The Benefits of a NOLS Education - rjett
http://findthepulse.com/blog/2008/09/16/the-benefits-of-a-nols-education/#more-51

======
jonas_b
Sounds a bit like the army without taking crap and doing idiot chores all day
long.

On a more serious note I genuinly believe that if not made obligatory,
everyone should be strongly encouraged to spend an extended time in the
outdoors. It's a great way to get to know other people on a profound level,
while also getting to know yourself.

In addition to the skills you learn there, the wild has a way of putting
things in perspective and instill a sense of belonging. As counter intuitive
as it may sound, you're never more in touch with mankind as when you leave it
all behind for a moment.

------
robg
I can't recommend NOLS enough. I did a month-long course after undergrad in
Australia. Take a semester off from school and do a course for credit instead.
Or, if you're out of school, find time to do a course that's as long as you
can afford.
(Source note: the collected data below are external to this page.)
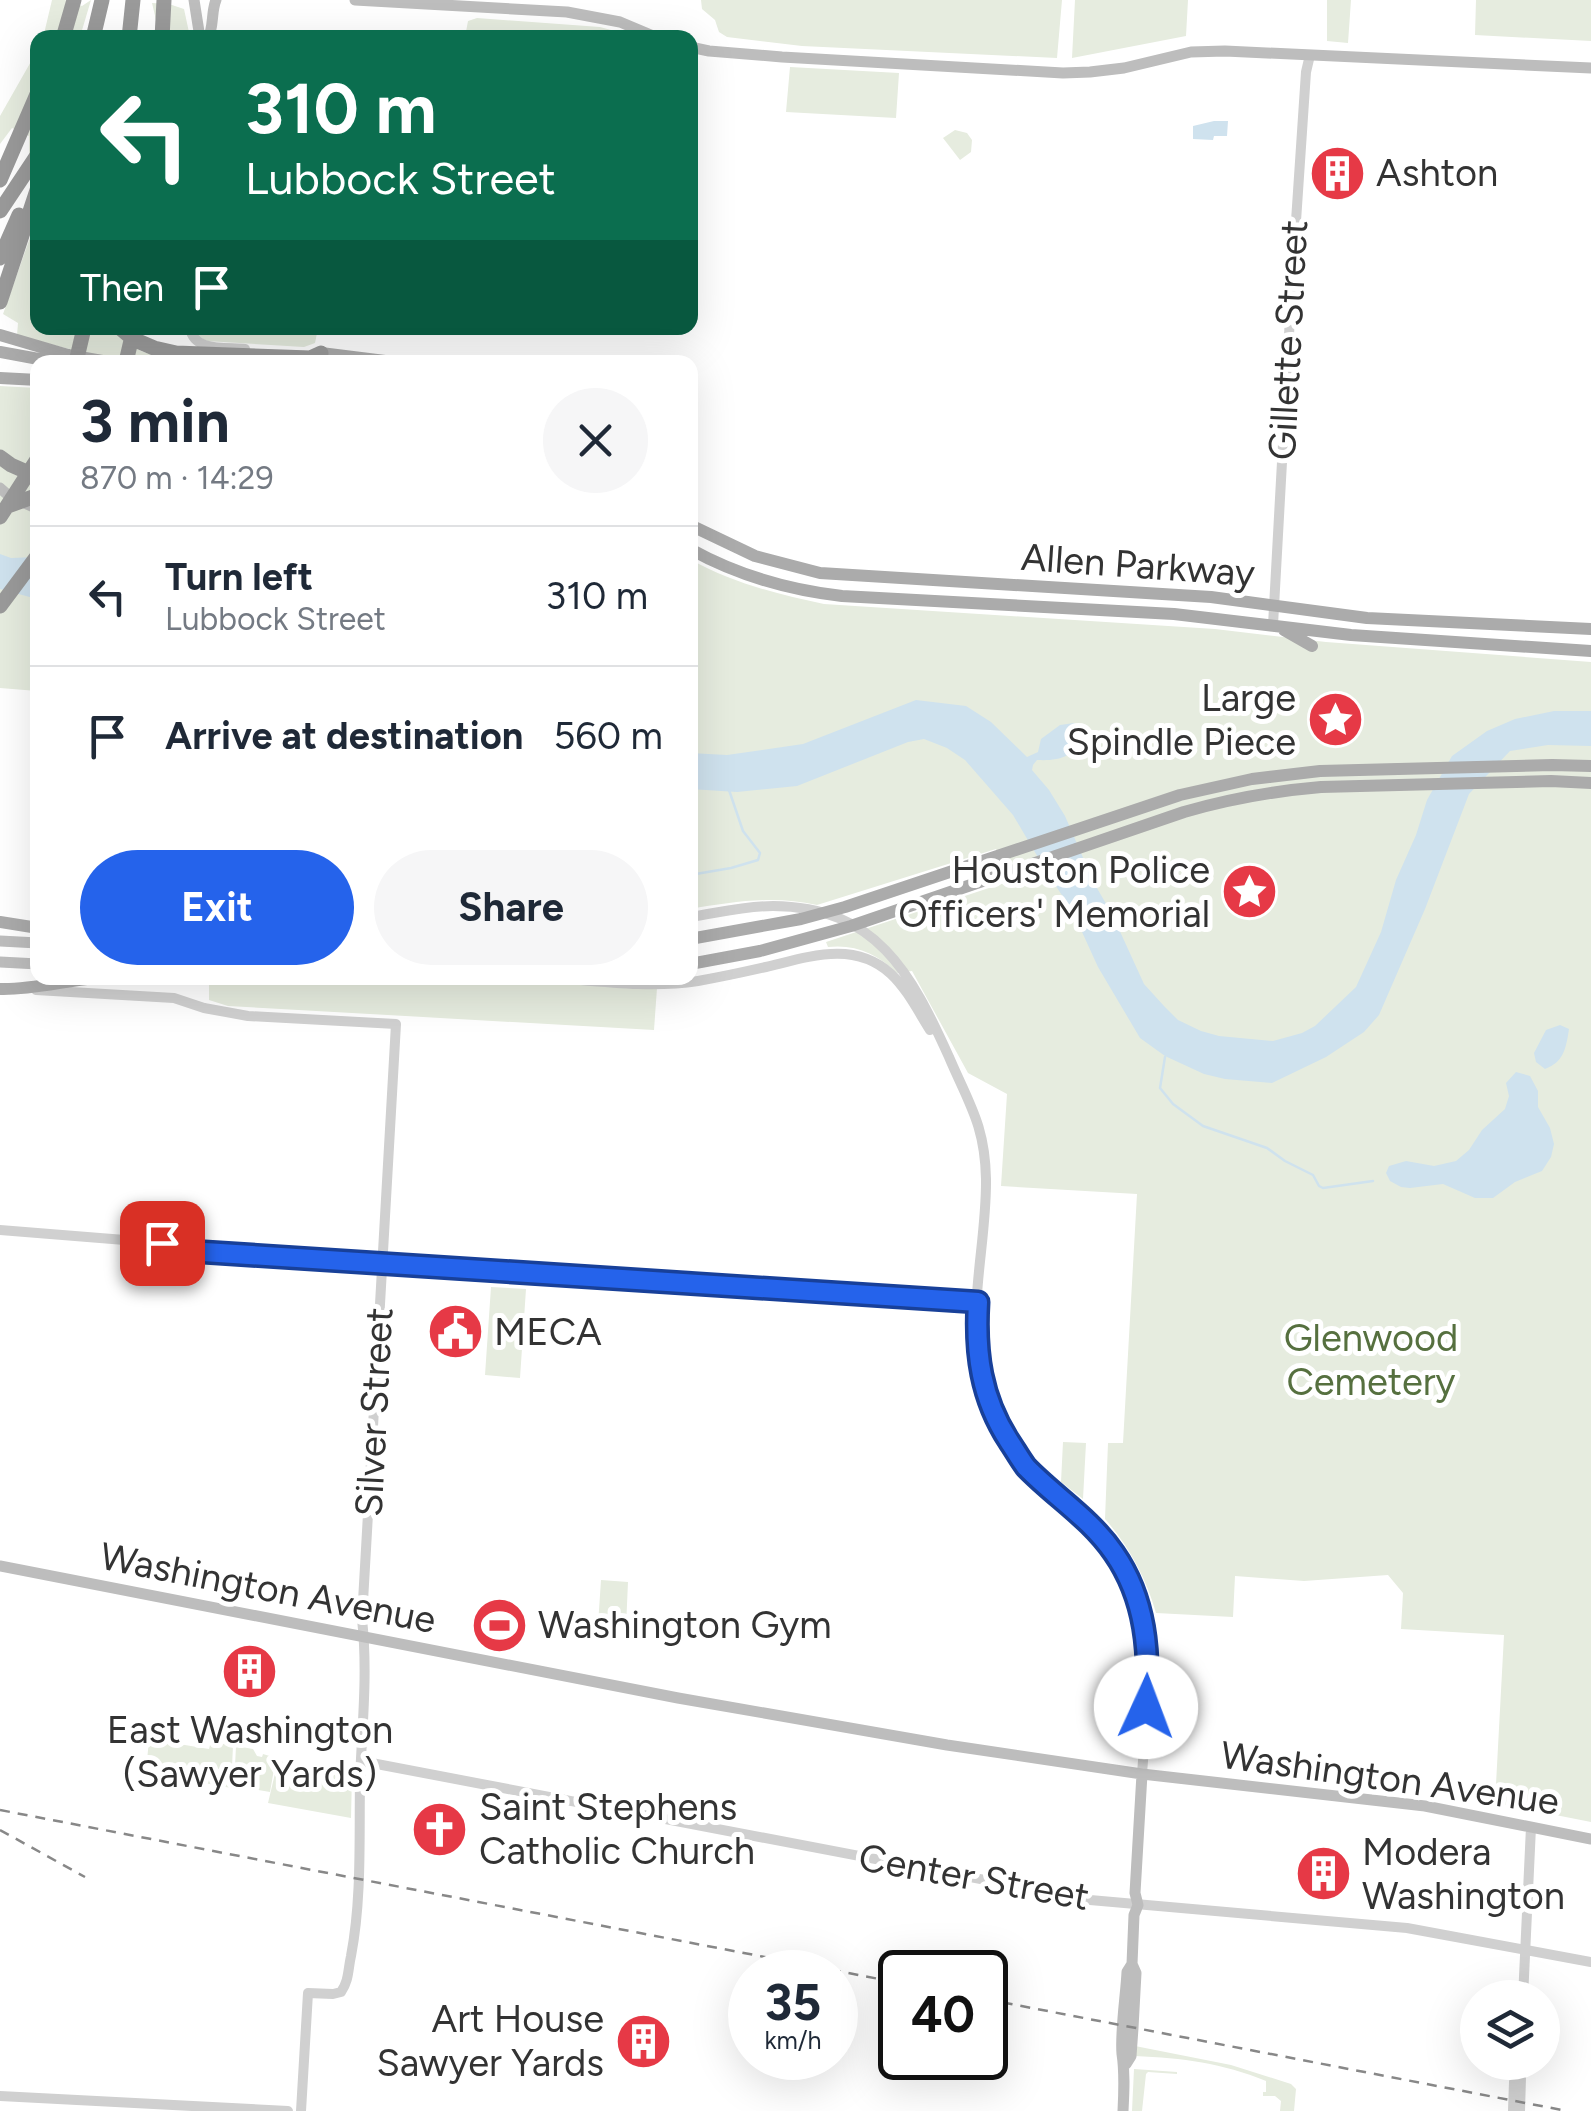 <!DOCTYPE html>
<html lang="en">
<head>
<meta charset="utf-8">
<style>
	body { margin:0; font-family:Figtree,sans-serif; background:#f6f6f7; color:#1f2937; height:100vh; display:flex; flex-direction:column; font-size:38px; white-space:nowrap }
	* { box-sizing:border-box; margin:0 }
	p { font-size:32px; color:#747a83 }
	.icon { flex:none; width:55px; height:55px; fill:none; stroke:currentColor; stroke-width:2; stroke-linecap:round; stroke-linejoin:round }
	.map { position:relative; flex:1; overflow:hidden }
	.details { position:absolute; left:30px; top:355px; width:668px; height:630px; display:flex; flex-direction:column; background:#fff; border-radius:20px; box-shadow:0 10px 40px #0002 }
	.details>* { flex:none }
	.hud { position:absolute; left:30px; top:30px; width:668px; height:305px; border-radius:20px; box-shadow:0 10px 40px #0002; background:#0b6e4f; color:#fff; overflow:hidden }
	.controls { position:absolute; left:1460px; top:1980px; display:grid; gap:20px }
	.controls a { display:grid; place-items:center; width:100px; height:100px; border-radius:50%; background:#fff; box-shadow:0 10px 40px #0002; font-size:50px }
	.speed { position:absolute; left:728px; top:1950px; display:flex; gap:20px; font-size:50px; font-weight:700; text-align:center }
	.speed>* { display:grid; place-content:center; width:130px; height:130px; border-radius:50%; background:#fff; box-shadow:0 10px 40px #0002; line-height:1 }
	.speed small { font-size:25px; font-weight:400 }
	.speed .limit { border:5px solid #111; border-radius:15px; background:#fff; color:#111 }
	.pin { position:absolute; display:grid; place-items:center; width:85px; height:85px; color:#fff; margin:-42px; border-radius:20px; box-shadow:0 5px 15px #0006 }
	.me { position:absolute; width:110px; margin:-55px; rotate:2deg; stroke-linejoin:round; filter:drop-shadow(0 0 8px #0008) }
	.turn { display:flex; align-items:center; gap:35px; height:210px; padding:0 50px; font-size:45px }
	.turn .icon { width:130px; height:130px; stroke-width:2.5 }
	.turn b { display:block; font-size:70px; line-height:85px }
	.then { display:flex; align-items:center; height:95px; padding:0 50px; background:#0003; gap:20px; font-size:38px }
	.round { display:grid; place-items:center; flex:none; width:105px; height:105px; border-radius:52px; background:#f6f6f7 }
	.head { display:flex; align-items:center; justify-content:space-between; height:170px; padding:0 50px }
	h1 { font-size:60px; font-weight:700; line-height:75px }
	.action { display:flex; gap:20px; margin-top:auto; padding:20px 50px }
	.action a { flex:1; height:115px; border-radius:60px; background:#2563eb; color:#fff; font-size:40px; font-weight:700; line-height:115px; text-align:center }
	.action a+a { background:#f6f6f7; color:#1f2937 }
	ul { padding:0; list-style:none }
	li { display:flex; align-items:center; gap:30px; height:140px; padding:0 50px; border-top:2px solid #e0e1e3 }
	li div { flex:1 }
	li b { display:block; font-size:38px }
	li em { font-style:normal }
	.map>svg:first-child { display:block }
	.green { fill:#e6ecdf }
	.water { fill:#cfe2ee }
	.lines { fill:none; stroke-linecap:round; stroke-linejoin:round }
	.stream { stroke:#cfe2ee; stroke-width:2.5 }
	.tertiary { stroke:#d0d0d0; stroke-width:10 }
	.secondary { stroke:#bdbdbd; stroke-width:11 }
	.primary { stroke:#ababab; stroke-width:12 }
	.motorway { stroke:#9a9a9a; stroke-width:15 }
	.rail { stroke:#888; stroke-width:2.5; stroke-dasharray:10 8; stroke-linecap:butt }
	.route-casing { stroke:#184099; stroke-width:25 }
	.route { stroke:#2563eb; stroke-width:18 }
	.labels { text-anchor:middle; stroke-width:10; stroke-linejoin:round; paint-order:stroke }
	.poi-label { font-size:38px; fill:#333; stroke:#fff; text-anchor:start }
	.street-label { font-size:38px; fill:#333; stroke:#fff }
	.park-label { font-size:38px; fill:#56703f; stroke:#fff }
</style>
</head>
<body>
<div class="map">
<svg width="1591" height="2111" viewBox="0 0 1591 2111">
	<rect width="100%" height="100%" fill="#fff"/>
	<path class="green" d="M52,0H65L82,6L91,0L80,37L43,38Z
		M701,0H1062L1057,58L802,46L727,37L719,32L715,20L702,9Z
		M1075,0H1188L1186,36L1072,58Z
		M1327,0H1351L1348,43L1327,41Z
		M1476,0H1591V41L1475,35Z
		M152,3L169,4L184,9L190,37H160Z
		M477,18L600,27L637,37H465L468,21Z
		M37,51V145L29,156V136L12,128L0,144V116Z
		M790,67L899,73L896,118L786,112Z
		M955,130L967,133L972,140L971,152L960,160L943,138Z
		M37,218L38,328H113C137,353 145,355 180,359V362L99,357L17,335L18,323L3,314Z
		M197,328H318L315,343L304,347L207,341L198,336Z
		M0,386L37,388V691L0,688Z
		M690,559C732,583 777,594 824,604L1215,629L1326,642L1591,662V1822L1495,1803L1504,1635L1401,1629L1403,1593L1388,1575L1304,1581L1235,1576L1233,1617L1156,1613C1146,1578 1129,1546 1105,1519L1108,1443H1123L1137,1194L1001,1186L1007,1094L968,1073L912,971L897,973C877,954 856,944 828,947L826,942L1007,882L996,849L817,905C773,895 733,902 690,909Z
		M209,982L585,984L657,988L654,1030L228,1006L209,1000Z
		M491,1287L526,1289L520,1378L485,1375Z
		M1063,1442L1086,1443L1083,1499L1061,1482Z
		M601,1580L628,1582L626,1627L598,1625Z
		M149,1739L209,1749L211,1741L233,1746L231,1788L146,1772Z
		M236,1746L253,1749L257,1756L262,1757L263,1754L276,1758L270,1792L234,1786Z
		M278,1761L352,1775L351,1818L268,1803Z
		M1135,2046L1231,2065L1291,2084L1296,2089L1294,2111H1280L1281,2101L1275,2096H1263V2092H1266V2081C1222,2063 1183,2058 1135,2056Z
		M1134,2069L1177,2072V2074L1148,2072L1146,2074L1142,2111H1132Z"/>
	<path class="water" d="M1214,121H1228L1227,136H1214L1213,140L1193,139V126Z
		M0,554L11,558L37,557V599L0,589Z
		M916,700L966,706L991,722L1027,757L1038,752L1041,739L1060,725L1074,723L1081,731L1078,734C1078,758 1057,761 1037,760L1033,765L1032,770L1049,790L1065,816L1094,883L1112,914L1144,984L1164,1006L1178,1020L1201,1031L1219,1036L1273,1041L1302,1033L1315,1026L1356,987L1381,932L1396,880L1416,835L1427,800L1452,756L1487,731L1515,719L1554,711H1591V746L1548,745L1510,751L1469,794L1425,909L1379,1015L1364,1032L1326,1057L1272,1083L1225,1079L1204,1074L1165,1056L1140,1038L1098,967L1072,910L1049,876L1013,815L965,760L947,748L924,739L908,742L797,786L737,792L690,789V753L727,755L803,744Z
		M1560,1025L1569,1029C1566,1048 1564,1062 1545,1069L1536,1062L1534,1053L1546,1030Z
		M1516,1072L1530,1076L1538,1091V1107L1550,1128L1554,1144L1551,1157L1542,1171L1515,1182L1493,1198H1475L1443,1184L1410,1188L1401,1187L1390,1181L1386,1173L1389,1166L1406,1161L1434,1166L1456,1161L1469,1150L1482,1130L1505,1109L1509,1096L1506,1083Z"/>
	<g class="lines">
		<path class="stream" d="M690,875L731,868L758,860L760,853L743,831L729,790
			M1165,1057L1160,1088L1173,1104L1203,1126L1267,1148L1285,1161L1313,1175L1319,1186L1323,1188L1373,1181"/>
		<path class="tertiary" d="M190,328C194,352 225,347 245,349
			M1273,625L1292,281L1306,72L1310,55
			M690,917C717,913 745,906 773,906C877,907 911,973 949,1057C969,1104 985,1125 986,1179C987,1248 963,1322 985,1390C993,1416 1006,1442 1023,1463C1037,1481 1058,1493 1075,1508C1163,1591 1150,1665 1142,1774
			M560,978C606,982 652,988 698,981C721,977 744,972 766,967C808,957 854,940 891,974C907,989 918,1011 930,1030
			M36,990L174,998L204,1008L248,1016L396,1024L362,1619C368,1673 362,1727 360,1780C359,1838 362,1898 351,1956C348,1969 349,1981 341,1992L333,1994L308,1993L301,2111
			M0,1230L162,1243L173,1250L978,1302
			M361,1761L1090,1900L1407,1928L1591,1962
			M1523,1998L1531,1827
			M0,2096L288,2111
			M1513,2111L1514,2082L1520,2063
			M1520,2111L1521,2077"/>
		<path class="secondary" d="M194,0L200,38
			M355,0L567,12L620,22L658,38
			M208,38C214,27 211,12 216,0
			M690,47L709,51L782,57L1063,73L1090,72L1124,68L1191,52L1225,51L1591,68
			M0,488L9,496L38,509
			M0,941L38,943
			M0,962L38,964
			M0,1566L678,1698L947,1745L1142,1774L1425,1806L1591,1839
			M1126,2064L1131,2056L1133,2028L1136,1973L1132,1964
			M1123,2111C1124,2091 1125,2073 1122,2054C1120,2032 1126,1994 1127,1972L1132,1964L1134,1915L1138,1905L1135,1893L1142,1774"/>
		<path class="primary" d="M0,335L68,355L108,362
			M0,352L44,360L72,362
			M321,353L393,362
			M0,378L38,380
			M690,525L755,556L820,573L1211,597L1367,618L1591,629
			M690,549C737,575 789,590 842,596L1174,614L1351,635L1591,651
			M1284,630L1312,646
			M0,922L38,928
			M690,939L801,919L845,907L1180,795L1252,779L1320,771L1552,765L1591,766
			M690,964L760,951L851,926L1184,812C1229,799 1274,791 1321,787L1551,781L1591,783
			M0,989C32,990 63,981 96,978"/>
		<path class="motorway" d="M63,38L74,0
			M93,38L102,0
			M129,38L133,0
			M162,38L164,0
			M0,180L38,92
			M0,211L38,154
			M0,258L19,215
			M0,302L38,187
			M120,328L133,339L154,348L176,353L310,358L321,353
			M76,362L84,328
			M126,362L133,332
			M0,457L11,465L36,476
			M8,506L38,495
			M0,517L38,458
			M0,606L38,555"/>
		<path class="rail" d="M0,1810L900,1983
			M0,1830L85,1877
			M985,1999L1567,2111"/>
	</g>
	<g class="lines">
		<defs>
			<path id="route" d="M162,1243L173,1250L978,1302C975,1353 981,1398 1009,1441C1015,1450 1020,1459 1026,1467C1055,1497 1090,1518 1114,1553C1146,1599 1150,1653 1146,1707"/>
		</defs>
		<use href="#route" class="route-casing"/>
		<use href="#route" class="route"/>
	</g>
	<defs>
		<symbol id="building-disc" viewBox="-11 -11 22 22"><circle r="9.5" fill="#e63946" stroke="#fff"/><path d="M-4-6H4V6H1V3H-1V6H-4ZM-2.5-4.3h1.7v1.8h-1.7ZM.8-4.3h1.7v1.8H.8ZM-2.5-1h1.7V.8h-1.7ZM.8-1h1.7V.8H.8Z" fill="#fff"/></symbol>
		<symbol id="sight-disc" viewBox="-11 -11 22 22"><circle r="9.5" fill="#e63946" stroke="#fff"/><path d="M0-6L1.8-2.2L6-1.7L2.9 1.2L3.7 5.4L0 3.3L-3.7 5.4L-2.9 1.2L-6-1.7L-1.8-2.2Z" fill="#fff"/></symbol>
		<symbol id="civic-disc" viewBox="-11 -11 22 22"><circle r="9.5" fill="#e63946" stroke="#fff"/><path d="M-.6-6.5H3V-4.5H.6V-3L4-1V1h2V6H-6V1h2V-1L-.6-3ZM-1.2 2.5V6h2.4V2.5Z" fill="#fff"/></symbol>
		<symbol id="stadium-disc" viewBox="-11 -11 22 22"><circle r="9.5" fill="#e63946" stroke="#fff"/><path d="M0-5a6.5 5 0 1 0 0 10a6.5 5 0 1 0 0-10ZM-3.5-1.8h7v3.6h-7Z" fill="#fff"/></symbol>
		<symbol id="church-disc" viewBox="-11 -11 22 22"><circle r="9.5" fill="#e63946" stroke="#fff"/><path d="M-1.2-6h2.4v3.5h3.3v2.4h-3.3V6h-2.4V-.1h-3.3v-2.4h3.3Z" fill="#fff"/></symbol>
	</defs>
	<g fill-rule="evenodd">
		<use href="#building-disc" x="1306" y="142" width="63" height="63"/>
		<use href="#sight-disc" x="1304" y="688" width="63" height="63"/>
		<use href="#sight-disc" x="1218" y="860" width="63" height="63"/>
		<use href="#civic-disc" x="424" y="1300" width="63" height="63"/>
		<use href="#stadium-disc" x="468" y="1594" width="63" height="63"/>
		<use href="#building-disc" x="218" y="1640" width="63" height="63"/>
		<use href="#church-disc" x="408" y="1798" width="63" height="63"/>
		<use href="#building-disc" x="1292" y="1842" width="63" height="63"/>
		<use href="#building-disc" x="612" y="2010" width="63" height="63"/>
	</g>
	<g class="labels">
		<g class="poi-label">
			<text x="1376" y="186">Ashton</text>
			<text x="1296" y="711" text-anchor="end">Large<tspan x="1296" dy="44">Spindle Piece</tspan></text>
			<text x="1210" y="883" text-anchor="end">Houston Police<tspan x="1210" dy="44">Officers' Memorial</tspan></text>
			<text x="494" y="1345">MECA</text>
			<text x="538" y="1638">Washington Gym</text>
			<text x="250" y="1743" text-anchor="middle">East Washington<tspan x="250" dy="44">(Sawyer Yards)</tspan></text>
			<text x="479" y="1820">Saint Stephens<tspan x="479" dy="44">Catholic Church</tspan></text>
			<text x="1362" y="1865">Modera<tspan x="1362" dy="44">Washington</tspan></text>
			<text x="604" y="2032" text-anchor="end">Art House<tspan x="604" dy="44">Sawyer Yards</tspan></text>
		</g>
		<g class="street-label">
			<text transform="translate(1288 340) rotate(-87)" y="13">Gillette Street</text>
			<text transform="translate(1138 565) rotate(4)" y="13">Allen Parkway</text>
			<text transform="translate(374 1412) rotate(-87)" y="13">Silver Street</text>
			<text transform="translate(268 1588) rotate(11)" y="13">Washington Avenue</text>
			<text transform="translate(1390 1778) rotate(8)" y="13">Washington Avenue</text>
			<text transform="translate(974 1877) rotate(10)" y="13">Center Street</text>
		</g>
		<g class="park-label">
			<text x="1371" y="1351">Glenwood<tspan x="1371" dy="44">Cemetery</tspan></text>
		</g>
	</g>
</svg>
<div class="controls">
<a><svg class="icon" aria-label="layers" viewBox="0 0 24 24"><path d="M12 4l9 5-9 5-9-5zM3 14l9 5 9-5"/></svg></a>
</div>
<div class="speed"><div>35<small>km/h</small></div><div class="limit">40</div></div>
<div class="pin" style="left:162px;top:1243px;background:#d93025"><svg class="icon" aria-label="arrive" viewBox="0 0 24 24"><path d="M6 21V4h12l-3 4 3 4H6"/></svg></div>
<svg class="me" style="left:1146px;top:1707px" viewBox="-20 -20 40 40"><circle r="19" fill="#fff"/><path d="M0-13L10 11 0 6-10 11z" fill="#2563eb"/></svg>
<div class="hud">
<div class="turn"><svg class="icon" aria-label="left" viewBox="0 0 24 24"><path d="M17 20v-9H6M10 6l-5 5 5 5"/></svg><div><b>310 m</b>Lubbock Street</div></div>
<div class="then">Then<svg class="icon" aria-label="arrive" viewBox="0 0 24 24"><path d="M6 21V4h12l-3 4 3 4H6"/></svg></div>
</div>
<section class="details">
<div class="head"><div><h1>3 min</h1><p>870 m · 14:29</p></div><a class="round"><svg class="icon" aria-label="close" viewBox="0 0 24 24"><path d="M6 6l12 12M18 6L6 18"/></svg></a></div>
<ul>
<li><svg class="icon" aria-label="left" viewBox="0 0 24 24"><path d="M17 20v-9H6M10 6l-5 5 5 5"/></svg><div><b>Turn left</b><p>Lubbock Street</p></div><em>310 m</em></li>
<li><svg class="icon" aria-label="arrive" viewBox="0 0 24 24"><path d="M6 21V4h12l-3 4 3 4H6"/></svg><div><b>Arrive at destination</b></div><em>560 m</em></li>
</ul>
<div class="action"><a>Exit</a><a>Share</a></div>
</section>
</div>
</body>
</html>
The skills you learn are innumerable - both practical and
psychological - and the views you earn are majestic.

------
JoelSutherland
Another alternative is Outward Bound. I went on a 21 day mountaineering course
in the Sierra Nevadas that was life-changing.

Having met with people who have done both, Outward Bound offers courses where
the most demanding are about the same as a NOLS course.